Each risk level maps to a **policy** that controls enforcement:

| Policy                 | Behavior                                                    |
|------------------------|-------------------------------------------------------------|
| `allow`                | Permitted without additional checks                         |
| `acknowledge_required` | Directive must include `<acknowledge>` tag to opt in        |
| `block`                | Denied unconditionally                                      |

### `capability_risk.yaml` Configuration

Risk classifications live in `capability_risk.yaml`. Custom classifications can be added for project-specific capabilities:

```yaml
risk_levels:
  safe:
    policy: allow
    patterns:
      - "rye.fetch.*"
  write:
    policy: allow
    patterns:
      - "rye.execute.tool.rye.file-system.*"
  elevated:
    policy: acknowledge_required
    patterns:
      - "rye.sign.*"
      - "rye.execute.directive.*"
  unrestricted:
    policy: block
    patterns:
      - "rye.*"
```

## The `<acknowledge>` Tag

Directives that need elevated capabilities must explicitly opt in using the `<acknowledge>` tag inside `<permissions>`:

```xml
<permissions>
  <acknowledge>elevated</acknowledge>
  <execute>
    <directive>*</directive>
  </execute>
  <sign>
    <directive>*</directive>
  </sign>
</permissions>
```

Without the `<acknowledge>` tag, capabilities classified as `acknowledge_required` are denied even if the capability string matches.

## Most-Specific-First Matching

When a capability string matches multiple risk patterns, the **most specific** pattern wins. Specificity is determined by the number of segments in the pattern.

```
rye.fetch.directive.*      → matches "safe" (4 segments)
rye.*                      → matches "unrestricted" (2 segments)

Request: rye.fetch.directive.my-project.workflows
→ "rye.fetch.directive.*" is more specific → risk = safe
```

This ensures that granting broad patterns like `rye.*` doesn't accidentally classify fine-grained safe operations as unrestricted.

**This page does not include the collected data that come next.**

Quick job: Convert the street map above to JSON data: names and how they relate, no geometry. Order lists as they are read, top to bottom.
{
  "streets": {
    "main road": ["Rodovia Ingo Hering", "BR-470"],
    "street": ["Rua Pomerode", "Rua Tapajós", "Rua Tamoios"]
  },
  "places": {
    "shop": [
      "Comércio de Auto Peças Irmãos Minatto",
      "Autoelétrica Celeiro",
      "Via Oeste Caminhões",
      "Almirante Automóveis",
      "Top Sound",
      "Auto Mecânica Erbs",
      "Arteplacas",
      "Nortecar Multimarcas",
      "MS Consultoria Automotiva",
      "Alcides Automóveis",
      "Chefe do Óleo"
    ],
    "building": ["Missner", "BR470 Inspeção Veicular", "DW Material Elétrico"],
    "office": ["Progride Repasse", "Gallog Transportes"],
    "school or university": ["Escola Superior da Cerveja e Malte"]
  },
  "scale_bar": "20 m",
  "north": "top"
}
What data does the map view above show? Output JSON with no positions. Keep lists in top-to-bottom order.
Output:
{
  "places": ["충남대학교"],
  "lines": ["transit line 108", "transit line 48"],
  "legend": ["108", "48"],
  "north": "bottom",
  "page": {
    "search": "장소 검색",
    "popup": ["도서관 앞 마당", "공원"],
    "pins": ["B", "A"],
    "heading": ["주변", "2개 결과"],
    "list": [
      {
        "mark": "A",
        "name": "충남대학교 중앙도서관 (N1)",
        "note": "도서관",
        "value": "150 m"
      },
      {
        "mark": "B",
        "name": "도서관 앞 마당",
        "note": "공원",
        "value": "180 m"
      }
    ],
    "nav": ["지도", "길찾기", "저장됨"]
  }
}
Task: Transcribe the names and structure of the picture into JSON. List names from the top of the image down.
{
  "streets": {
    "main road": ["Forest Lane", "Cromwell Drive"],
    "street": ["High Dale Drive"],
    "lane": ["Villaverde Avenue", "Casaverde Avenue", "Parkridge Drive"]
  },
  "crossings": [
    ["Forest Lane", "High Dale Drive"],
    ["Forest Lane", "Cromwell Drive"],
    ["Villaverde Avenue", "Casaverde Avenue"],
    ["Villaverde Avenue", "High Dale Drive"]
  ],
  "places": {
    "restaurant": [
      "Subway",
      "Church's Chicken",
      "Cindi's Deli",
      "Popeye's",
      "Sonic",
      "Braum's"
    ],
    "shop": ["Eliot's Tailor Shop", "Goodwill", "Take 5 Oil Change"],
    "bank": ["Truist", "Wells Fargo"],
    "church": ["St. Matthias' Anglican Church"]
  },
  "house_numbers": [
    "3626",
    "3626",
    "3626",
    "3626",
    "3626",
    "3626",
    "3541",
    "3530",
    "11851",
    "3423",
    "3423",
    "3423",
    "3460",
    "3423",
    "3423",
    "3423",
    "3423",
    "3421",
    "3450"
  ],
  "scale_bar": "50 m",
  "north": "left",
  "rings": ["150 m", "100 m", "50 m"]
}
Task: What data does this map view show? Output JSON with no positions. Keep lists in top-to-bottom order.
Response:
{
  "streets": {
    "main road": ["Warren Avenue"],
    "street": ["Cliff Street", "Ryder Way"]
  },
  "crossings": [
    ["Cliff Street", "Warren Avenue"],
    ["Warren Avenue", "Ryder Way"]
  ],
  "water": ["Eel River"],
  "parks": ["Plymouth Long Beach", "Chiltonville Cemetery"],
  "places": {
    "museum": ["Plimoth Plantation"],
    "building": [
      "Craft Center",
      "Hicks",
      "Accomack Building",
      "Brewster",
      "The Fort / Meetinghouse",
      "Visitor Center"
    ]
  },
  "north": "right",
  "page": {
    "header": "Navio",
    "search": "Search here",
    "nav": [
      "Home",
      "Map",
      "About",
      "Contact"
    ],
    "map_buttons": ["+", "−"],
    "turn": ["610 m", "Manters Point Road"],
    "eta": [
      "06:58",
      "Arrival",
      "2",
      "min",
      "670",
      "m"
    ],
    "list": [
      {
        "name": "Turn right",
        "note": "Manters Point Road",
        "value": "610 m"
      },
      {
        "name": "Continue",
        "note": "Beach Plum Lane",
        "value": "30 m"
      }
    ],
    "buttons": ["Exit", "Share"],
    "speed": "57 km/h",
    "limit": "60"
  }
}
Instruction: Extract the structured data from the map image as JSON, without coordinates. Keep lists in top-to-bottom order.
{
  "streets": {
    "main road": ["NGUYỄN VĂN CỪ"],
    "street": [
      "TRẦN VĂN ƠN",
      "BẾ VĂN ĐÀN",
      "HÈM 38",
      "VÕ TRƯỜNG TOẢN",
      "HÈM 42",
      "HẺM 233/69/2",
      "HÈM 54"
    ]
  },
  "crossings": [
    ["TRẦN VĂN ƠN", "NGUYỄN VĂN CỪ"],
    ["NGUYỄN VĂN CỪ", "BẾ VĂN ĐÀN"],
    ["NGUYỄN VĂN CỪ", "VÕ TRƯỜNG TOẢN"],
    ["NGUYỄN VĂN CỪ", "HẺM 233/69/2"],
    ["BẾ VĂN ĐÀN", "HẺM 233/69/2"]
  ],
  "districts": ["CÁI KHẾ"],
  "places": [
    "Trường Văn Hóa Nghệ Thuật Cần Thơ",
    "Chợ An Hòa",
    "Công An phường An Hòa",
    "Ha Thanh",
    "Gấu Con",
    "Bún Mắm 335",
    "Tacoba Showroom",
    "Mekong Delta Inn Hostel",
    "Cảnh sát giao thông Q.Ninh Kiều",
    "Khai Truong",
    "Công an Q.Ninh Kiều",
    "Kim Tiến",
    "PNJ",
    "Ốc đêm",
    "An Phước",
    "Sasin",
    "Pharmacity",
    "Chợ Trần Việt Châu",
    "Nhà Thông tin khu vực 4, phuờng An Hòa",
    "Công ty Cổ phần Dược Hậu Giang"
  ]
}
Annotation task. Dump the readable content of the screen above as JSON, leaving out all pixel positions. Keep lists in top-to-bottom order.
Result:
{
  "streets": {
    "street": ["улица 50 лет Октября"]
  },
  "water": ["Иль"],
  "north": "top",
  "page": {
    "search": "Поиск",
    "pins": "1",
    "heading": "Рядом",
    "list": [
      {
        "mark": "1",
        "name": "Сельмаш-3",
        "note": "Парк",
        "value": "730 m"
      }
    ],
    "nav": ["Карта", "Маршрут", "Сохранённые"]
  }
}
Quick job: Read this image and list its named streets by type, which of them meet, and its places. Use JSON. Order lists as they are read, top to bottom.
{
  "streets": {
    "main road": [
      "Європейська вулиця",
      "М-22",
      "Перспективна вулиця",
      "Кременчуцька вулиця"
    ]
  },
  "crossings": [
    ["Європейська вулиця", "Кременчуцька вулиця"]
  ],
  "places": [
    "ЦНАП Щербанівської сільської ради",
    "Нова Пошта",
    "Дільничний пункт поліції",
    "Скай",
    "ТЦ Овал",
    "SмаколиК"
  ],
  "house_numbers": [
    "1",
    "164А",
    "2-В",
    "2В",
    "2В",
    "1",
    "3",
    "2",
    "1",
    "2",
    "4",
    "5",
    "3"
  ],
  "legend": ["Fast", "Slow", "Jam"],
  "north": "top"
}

## Broad Capability Warnings

When broad capability patterns are granted, warnings are logged at thread startup:

| Pattern             | Warning                                                   |
|---------------------|-----------------------------------------------------------|
| `rye.*`             | "Broad capability granted: rye.* covers all operations"   |
| `rye.execute.*`     | "Broad execute capability: rye.execute.* covers all tool/directive execution" |

These warnings appear in thread logs and help identify directives with overly permissive capability grants during development and review.